The unfortunate incident in which 49 vehicles belonging to spectators of the Toyota 1000 Desert Race were burnt to ashes in Jwaneng over the weekend has exposed a whole litany of challenges faced by the country’s fire departments and firefighting service provision.
By the end of this week, no answers were forthcoming as to the delay of fire vehicles to dowse out the fire before it engulfed all the 49 vehicles – all that is official is that investigations are ongoing.
In an effort to get answers from the Jwaneng Town Council, this publication was re-routed to the District Commissioner whose phone rang unanswered.
Besides the investigations, the only other development since the fire has been the visit to the scene by Minister of defence and security Kagiso Mmusi whose stance was that fire department did all that was possible under the circumstances.
Mmusi further indicated that it was too early to tell how the victims would be assisted. It was clear that besides the visit, the minister had nothing much to assure the victims.

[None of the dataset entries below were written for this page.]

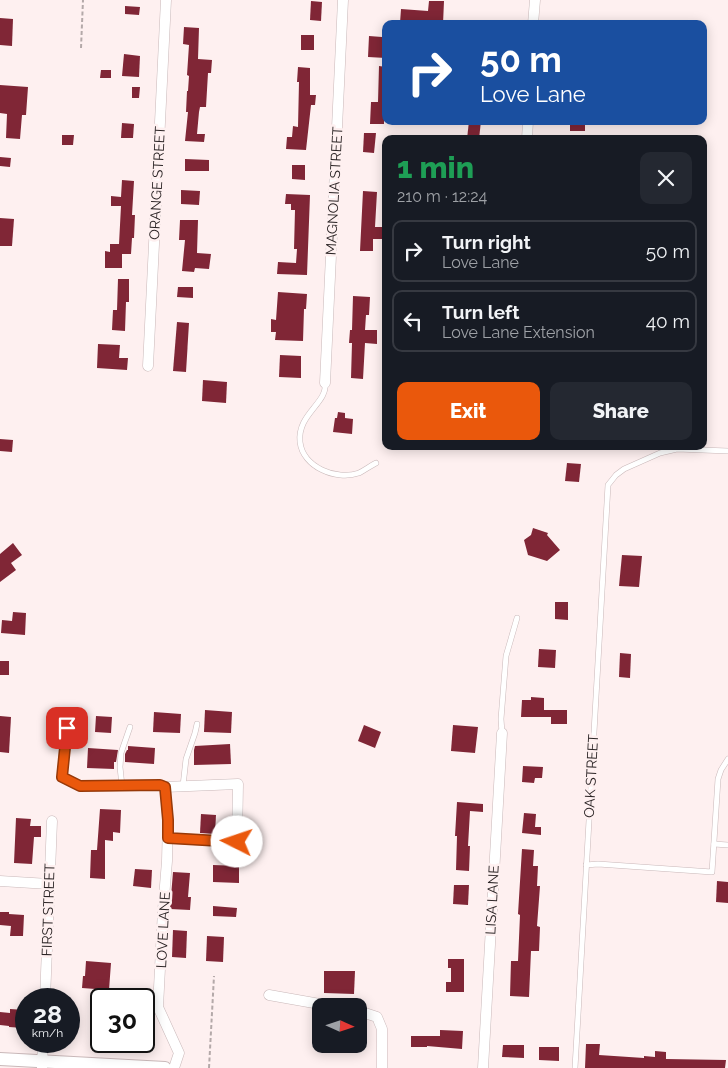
<!DOCTYPE html>
<meta charset="utf-8">
<style>
body{margin:0;font-family:Raleway,sans-serif;background:#242831;color:#f1f3f6;height:100vh;display:flex;flex-direction:column;font-size:19px;white-space:nowrap}
*{box-sizing:border-box;margin:0}
p{font-size:16px;color:#9ea1a6}
.icon{flex:none;width:28px;height:28px;fill:none;stroke:currentColor;stroke-width:2;stroke-linecap:round;stroke-linejoin:round}
.map{position:relative;flex:1;overflow:hidden}
.drawer{position:absolute;left:382px;top:135px;width:325px;height:315px;display:flex;flex-direction:column;background:#171b24;border-radius:10px;box-shadow:0 2px 12px #0003}
.drawer>*{flex:none}
.guide{position:absolute;left:382px;top:20px;width:325px;height:105px;border-radius:10px;box-shadow:0 2px 12px #0003;background:#1a4fa0;color:#fff;overflow:hidden}
.needle{width:32px;rotate:93deg}
.buttons{position:absolute;left:312px;top:998px;display:grid;gap:10px}
.buttons a{display:grid;place-items:center;width:55px;height:55px;border-radius:10px;background:#171b24;box-shadow:0 2px 12px #0003;font-size:25px}
.speed{position:absolute;left:15px;top:988px;display:flex;gap:10px;font-size:25px;font-weight:700;text-align:center}
.speed>*{display:grid;place-content:center;width:65px;height:65px;border-radius:50%;background:#171b24;box-shadow:0 2px 12px #0003;line-height:1}
.speed small{font-size:12px;font-weight:400}
.speed .limit{border:2px solid #111;border-radius:8px;background:#fff;color:#111}
.pin{position:absolute;display:grid;place-items:center;width:42px;height:42px;color:#fff;margin:-21px;border-radius:10px;box-shadow:0 2px 8px #0006}
.me{position:absolute;width:55px;margin:-28px;rotate:274deg;stroke-linejoin:round;filter:drop-shadow(0 0 4px #0008)}
.turn{display:flex;align-items:center;gap:18px;height:105px;padding:0 15px;font-size:22px}
.turn .icon{width:65px;height:65px;stroke-width:2.5}
.turn b{display:block;font-size:35px;line-height:42px}
.round{display:grid;place-items:center;flex:none;width:52px;height:52px;border-radius:10px;background:#242831}
.overview{display:flex;align-items:center;justify-content:space-between;height:85px;padding:0 15px}
h1{font-size:30px;font-weight:800;line-height:38px;color:#1e9e55}
.action{display:flex;gap:10px;margin-top:auto;padding:10px 15px}
.action a{flex:1;height:58px;border-radius:10px;background:#ea580c;color:#fff;font-size:20px;font-weight:800;line-height:58px;text-align:center}
.action a+a{background:#242831;color:#f1f3f6}
ul{padding:0;list-style:none}
li{display:flex;align-items:center;gap:15px;height:62px;margin:0 10px 8px;padding:0 5px;border:2px solid #363941;border-radius:10px}
li div{flex:1}
li b{display:block;font-size:19px}
li em{font-style:normal}
.map>svg:first-child{display:block}
</style>
<div class="map">
<svg width="728" height="1068" viewBox="0 0 728 1068">
<rect width="100%" height="100%" fill="#fef0f0"/>
<g fill="#802636">
<path d="M311 1 322 2 321 21 310 20Z"/>
<path d="M429 1H444L443 24 400 23 401 9 428 11Z"/>
<path d="M125 6 140 7 139 15 125 14Z"/>
<path d="M0 18 13 19 12 46 0 45Z"/>
<path d="M184 27 199 28 198 59 212 60 211 73H208L206 107H200L199 112 197 134H205L204 142 185 141 188 112H186L187 91H188L189 76 187 75 189 45 183 44Z"/>
<rect x="301" y="35" width="13" height="15"/>
<path d="M369 36 382 37V42H386V58L368 57Z"/>
<path d="M124 54 140 56 139 77 122 76Z"/>
<path d="M379 66 386 67V112H384V124H370L371 102H378Z"/>
<path d="M298 67 310 68V95H316L315 105H311L306 150 286 149 287 137H292L293 126 298 127 299 82H297Z"/>
<path d="M101 70H111V78H100Z"/>
<path d="M0 85 28 87 26 115H22L20 139 6 138 7 114 0 113Z"/>
<path d="M132 87H140L139 98H132Z"/>
<path d="M469 121H481L479 139H467Z"/>
<rect x="570" y="121" width="15" height="10"/>
<path d="M122 123 134 124 133 138H121Z"/>
<path d="M364 133H376L374 153 363 152Z"/>
<path d="M62 135H74L73 145H62Z"/>
<path d="M0 157 11 158 10 167 0 166Z"/>
<path d="M185 159 209 160V171H185Z"/>
<path d="M292 165H305V180L292 179Z"/>
<path d="M122 180 134 181 132 215H135L134 238H132L131 254H122V268H105V251L110 252V244H119L121 206H111V196L121 197Z"/>
<path d="M181 190 200 191 199 205 181 204Z"/>
<path d="M363 191 377 192 375 227H386L385 239H373V251H360Z"/>
<path d="M286 194 310 195 307 275 277 274 278 262 296 263 297 249H294L295 210H291V204H285Z"/>
<path d="M0 218 14 219 12 246H0Z"/>
<path d="M180 220H198L197 253 211 254 209 269 195 268 194 272 182 271 185 240H179Z"/>
<path d="M118 279H129V302H126L125 331 112 330 113 310H117Z"/>
<path d="M178 287H193V298L177 297Z"/>
<path d="M278 292 307 294 306 309H304L303 341 275 340 276 332H271V319L276 320Z"/>
<path d="M353 296 370 297 369 315H366L365 330H377V344L365 343 363 379 351 378 352 343H349L350 330H352Z"/>
<path d="M177 322 189 323 186 372 173 371Z"/>
<path d="M98 344 120 345 119 358H128L127 370 97 368Z"/>
<path d="M280 355 301 356V378L279 377Z"/>
<path d="M203 380 227 382 226 403 202 401Z"/>
<path d="M338 412 345 413V418L353 419 352 434 333 432 335 418H337Z"/>
<path d="M0 439 13 440 12 452 0 451Z"/>
<path d="M567 463 581 464 579 482 565 481Z"/>
<path d="M533 528 548 533 547 535 560 550 547 561 528 555 524 540 531 535Z"/>
<path d="M13 543 22 555 11 563 16 570 0 582V554Z"/>
<path d="M622 555 642 556 639 587 619 586Z"/>
<path d="M555 602H568V620L555 619Z"/>
<path d="M13 612 26 613 25 635 1 633 2 620 12 621Z"/>
<path d="M539 649 556 650 555 668 538 667Z"/>
<path d="M620 653 631 654 630 678 619 677Z"/>
<rect x="0" y="661" width="9" height="14"/>
<path d="M531 697 544 698V710H567V724H551V717H521L522 700H531Z"/>
<path d="M205 710 232 712 231 733 204 732Z"/>
<path d="M154 712 181 714 180 733 153 732Z"/>
<path d="M0 716 11 717 9 753 0 752Z"/>
<path d="M96 716 112 717 111 733 95 732Z"/>
<path d="M364 725 381 732 375 748 358 741Z"/>
<path d="M453 725 478 727 475 753 451 751Z"/>
<path d="M230 744 231 764 194 765V750L195 746Z"/>
<path d="M128 746 155 748 154 764 125 762V754L127 750H128Z"/>
<path d="M88 748 118 750 116 762H114V769L87 768Z"/>
<path d="M523 766 543 767 542 778H535L534 783 522 782Z"/>
<path d="M457 802 483 804V812L470 811 468 846H470L469 871 456 870 457 836H455Z"/>
<path d="M100 809 121 810 120 833 113 832V841L105 840V879L90 878 91 850H97Z"/>
<path d="M524 813 536 814 535 827H541V835L522 833Z"/>
<path d="M201 814 216 815 215 834 200 833Z"/>
<path d="M16 818 31 819 30 826H41V837H34L32 864 14 863Z"/>
<path d="M522 849 534 850 533 866H538L537 886H540L537 926 540 927 539 951H531L529 997 510 996 511 961H518L520 915 518 914Z"/>
<path d="M213 865 239 866V883L213 882Z"/>
<path d="M135 869 152 870 151 888 133 886Z"/>
<path d="M173 872 190 873 188 897H191L190 910 170 909Z"/>
<path d="M717 881 728 882V903L716 902Z"/>
<path d="M454 885H469L468 905 453 904Z"/>
<path d="M213 906 237 908 236 917 213 916Z"/>
<path d="M0 912H9V914L24 915 23 936H10L11 926 0 925Z"/>
<path d="M173 930 187 931 186 958 172 957Z"/>
<path d="M207 936 224 937 223 962 206 961Z"/>
<path d="M448 959H464V992H446V982H451V968H448Z"/>
<path d="M86 961 111 963 109 990 82 988 83 976H85Z"/>
<path d="M324 971H355L354 994 324 993Z"/>
<path d="M10 1009 25 1010 24 1028 9 1027V1026L0 1025V1012L10 1013Z"/>
<path d="M440 1030 463 1031 462 1049 427 1046V1047H411V1036H440Z"/>
<path d="M586 1044H600L599 1055 644 1058V1056L655 1057V1051L666 1052V1059L726 1060 725 1068H585Z"/>
<path d="M503 1045H524V1058L502 1057Z"/>
<path d="M539 1047H559V1061L539 1060Z"/>
</g>
<g fill="none" stroke-linecap="round" stroke-linejoin="round">
<defs>
<g id="service">
<path d="M325 383C328 403 297 414 300 442 303 467 336 481 359 473 365 470 370 466 376 463"/>
<path d="M502 733 501 719 506 656 517 618"/>
<path d="M122 786 120 767 121 753 130 727"/>
<path d="M183 786 186 759 195 733 197 724"/>
<path d="M714 844 728 845"/>
<path d="M586 865 598 864 712 872 718 779 721 770 728 759"/>
<path d="M575 1068 608 485 616 475 624 469 660 453 677 449 728 451"/>
</g>
<g id="minor">
<path d="M533 24 535 0"/>
<path d="M527 139 528 121"/>
<path d="M148 366 166 0"/>
<path d="M325 383 343 0"/>
<path d="M67 728 62 777 80 786 160 785 165 787 238 784 237 842 168 838"/>
<path d="M165 787 168 820 167 861 163 910 158 1007 179 1053 174 1068"/>
<path d="M0 881 49 884"/>
<path d="M269 995 331 1006"/>
<path d="M45 999 52 821"/>
<path d="M359 1011 377 1017 382 1029V1068"/>
<path d="M42 1068 43 1041"/>
<path d="M483 1068 502 733"/>
</g>
<path id="tertiary" d="M0 1059 165 1068"/>
</defs>
<use href="#service" stroke="#c9b8b9" stroke-width="6"/>
<use href="#minor" stroke="#c9b8b9" stroke-width="11"/>
<use href="#tertiary" stroke="#c9b8b9" stroke-width="14"/>
<g stroke="#b4a9a9" stroke-width="2" stroke-dasharray="4 2.5" stroke-linecap="butt">
<path d="M81 48 83 0"/>
<path d="M209 1068 214 976"/>
</g>
<use href="#service" stroke="#fff" stroke-width="5"/>
<use href="#minor" stroke="#fff" stroke-width="10"/>
<use href="#tertiary" stroke="#fff" stroke-width="12"/>
</g>
<g fill="none" stroke-linecap="round" stroke-linejoin="round">
<defs>
<path id="route" d="M67 728 62 777 80 786 160 785 165 787 168 820V838L237 842"/>
</defs>
<use href="#route" stroke="#983908" stroke-width="12"/>
<use href="#route" stroke="#ea580c" stroke-width="9"/>
</g>
<g text-anchor="middle" dominant-baseline="central" stroke-width="5" stroke-linejoin="round" paint-order="stroke">
<g font-size="14" fill="#2b2425" stroke="#fef0f0">
<text transform="translate(157 183) rotate(-87)">ORANGE STREET</text>
<text transform="translate(334 191) rotate(-87)">MAGNOLIA STREET</text>
<text transform="translate(591 776) rotate(-87)">OAK STREET</text>
<text transform="translate(492 900) rotate(-87)">LISA LANE</text>
<text transform="translate(48 910) rotate(-88)">FIRST STREET</text>
<text transform="translate(163 930) rotate(-87)">LOVE LANE</text>
</g>
</g>
</svg>
<div class="buttons">
<a><svg class="needle" viewBox="-14 -14 28 28"><path d="M0-13l5 13h-10z" fill="#e53935"/><path d="M0 13l5-13h-10z" fill="#9ea1a6"/></svg></a>
</div>
<div class="speed"><div>28<small>km/h</small></div><div class="limit">30</div></div>
<div class="pin" style="left:67px;top:728px;background:#d93025"><svg class="icon" aria-label="arrive" viewBox="0 0 24 24"><path d="M6 21V4h12l-3 4 3 4H6"/></svg></div>
<svg class="me" style="left:237px;top:842px" viewBox="-20 -20 40 40"><circle r="19" fill="#fff"/><path d="M0-13L10 11 0 6-10 11z" fill="#ea580c"/></svg>
<div class="guide">
<div class="turn"><svg class="icon" aria-label="right" viewBox="0 0 24 24"><path d="M7 20v-9h11M14 6l5 5-5 5"/></svg><div><b>50 m</b>Love Lane</div></div>
</div>
<section class="drawer">
<div class="overview"><div><h1>1 min</h1><p>210 m · 12:24</p></div><a class="round"><svg class="icon" aria-label="close" viewBox="0 0 24 24"><path d="M6 6l12 12M18 6L6 18"/></svg></a></div>
<ul>
<li><svg class="icon" aria-label="right" viewBox="0 0 24 24"><path d="M7 20v-9h11M14 6l5 5-5 5"/></svg><div><b>Turn right</b><p>Love Lane</p></div><em>50 m</em></li>
<li><svg class="icon" aria-label="left" viewBox="0 0 24 24"><path d="M17 20v-9H6M10 6l-5 5 5 5"/></svg><div><b>Turn left</b><p>Love Lane Extension</p></div><em>40 m</em></li>
</ul>
<div class="action"><a>Exit</a><a>Share</a></div>
</section>
</div>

However, what remains certain is that the Jwaneng Town Council fire equipment is non-functional, and from the staff, the fire unit was not part of the preparatory committee of the event – to advice on issues of fire safety and readiness.
At least this is the information coming from the Botswana Landboards and Local, Local Authorities and Health Workers Union (BLLAHWU)leadership which came out strongly this week in different media platforms that Jwaneng Fire unit was never made part of the local organising committee. Infact, lack of firefighting equipment is prevalent across the country.
While the ill-fated vehicles were legitimately parked in a space designated for the purpose, with most the drivers having been directed to the spot by the marshals and police to park there, the space was dangerously overgrown with grass. This was the first red flag that in the event of a fire, it would be catastrophic.
There was, from the observation of our reporter, no security manning to man the parking to ensure that there was no use open of open fire as was a requirement for all applying for vendor licences during the event. There was therefore a law enforcement lapse in this regard, and that could go wrong went wrong!
Pundits have posited that if indeed the Fire Unit was left out of the local event preparatory structures in the town, then fire safety measures were never taken into consideration. Had they been involved, they argue, all the fire threats would have been identified and risks mitigated – among these would have the clearing of the over grown grass in all the designated parking spots. There would also been security provided at all the areas where spectator’s vehicles were parked. There would also have been law enforcement to ensure that no open fires are allowed where vendors operated from.
It has also been argued that had the council fire unit been brought on board, plans could have made to pool firefighting equipment from other fire stations to be on standby in Jwaneng.